Chaired by the Securities Commission, the Advisory Committee on Sustainability Reporting has planned to announce the National Sustainability Reporting Framework in the second half of this year.
PETALING JAYA: The Securities Commission Malaysia (SC) has called on the financial sector, including the capital market, to support funding for businesses to become greener and more resilient, in the transition to a low-carbon economy.
SC managing director Kamarudin Hashim stated that Malaysia would need between RM1.2 trillion and RM1.3 trillion in funding, which includes investments in renewable energy, energy efficiency, and green mobility, to achieve its energy transition goals by 2050.
“Achieving this will require collective efforts across several sectors, with regulators leading coalitions and fostering collaboration to facilitate a smooth transition,” he said in his keynote address at the Kuala Lumpur International Sustainability Conference.
Kamarudin said the financial sector, particularly the capital market, would continue to facilitate the financing and investments needed to support the country’s priorities and commitments.
He said that to facilitate fundraising, the availability of reliable and comparable sustainability-related information would be critical.
On that note, he said the Advisory Committee on Sustainability Reporting, formed last year with the endorsement of the finance ministry and chaired by the SC, has been looking into the use of the sustainability disclosure standards issued by the International Sustainability Standards Board (ISSB) as the baseline standards for disclosures by Malaysian corporate bodies.
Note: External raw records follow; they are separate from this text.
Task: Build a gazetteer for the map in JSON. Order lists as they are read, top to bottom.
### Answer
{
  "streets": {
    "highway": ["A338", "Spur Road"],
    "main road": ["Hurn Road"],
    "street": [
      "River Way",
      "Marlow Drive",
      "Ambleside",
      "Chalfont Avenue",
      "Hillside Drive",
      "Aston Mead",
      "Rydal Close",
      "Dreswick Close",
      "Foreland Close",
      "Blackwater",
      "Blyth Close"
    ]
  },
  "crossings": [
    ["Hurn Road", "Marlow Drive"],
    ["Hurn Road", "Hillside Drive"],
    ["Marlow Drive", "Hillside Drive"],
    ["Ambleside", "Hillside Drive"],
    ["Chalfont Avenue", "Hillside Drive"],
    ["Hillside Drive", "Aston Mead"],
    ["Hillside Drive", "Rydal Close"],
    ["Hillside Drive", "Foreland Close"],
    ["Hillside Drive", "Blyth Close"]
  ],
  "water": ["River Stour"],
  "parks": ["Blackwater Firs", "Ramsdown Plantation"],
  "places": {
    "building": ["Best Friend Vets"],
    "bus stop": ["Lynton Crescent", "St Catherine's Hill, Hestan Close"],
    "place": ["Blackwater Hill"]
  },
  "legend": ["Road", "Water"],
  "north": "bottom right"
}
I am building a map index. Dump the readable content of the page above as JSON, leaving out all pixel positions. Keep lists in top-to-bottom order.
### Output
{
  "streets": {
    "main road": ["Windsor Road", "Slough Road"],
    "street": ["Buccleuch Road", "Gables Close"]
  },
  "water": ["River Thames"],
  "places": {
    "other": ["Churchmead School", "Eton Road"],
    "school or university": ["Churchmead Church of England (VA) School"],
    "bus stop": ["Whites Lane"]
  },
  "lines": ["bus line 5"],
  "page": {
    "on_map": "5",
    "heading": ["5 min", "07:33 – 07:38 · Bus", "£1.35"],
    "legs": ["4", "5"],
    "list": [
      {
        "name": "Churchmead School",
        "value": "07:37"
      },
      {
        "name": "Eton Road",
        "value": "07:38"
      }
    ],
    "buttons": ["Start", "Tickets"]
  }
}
“The SC, together with fellow committee members had undertaken extensive engagements with stakeholders via a public and focus group discussions with the relevant ministries and agencies.
“It was important that we canvass and syndicate as much feedback as possible from these stakeholders to design the National Sustainability Reporting Framework (NSRF),” he said.
Kamarudin said the insights gathered from these engagements underscore the importance of balancing multiple considerations, including the timing for implementation, which companies to scope in, and the overall readiness of the ecosystem.
“More than 20 jurisdictions representing nearly 55% of the global gross domestic product have decided to use or are taking steps to use the ISSB standards, bringing us closer to having a common language for communicating on sustainability.
“Our primary driver is to ensure Malaysia’s competitiveness as an exporting country is secured as well as the contribution of our companies in the global supply chain.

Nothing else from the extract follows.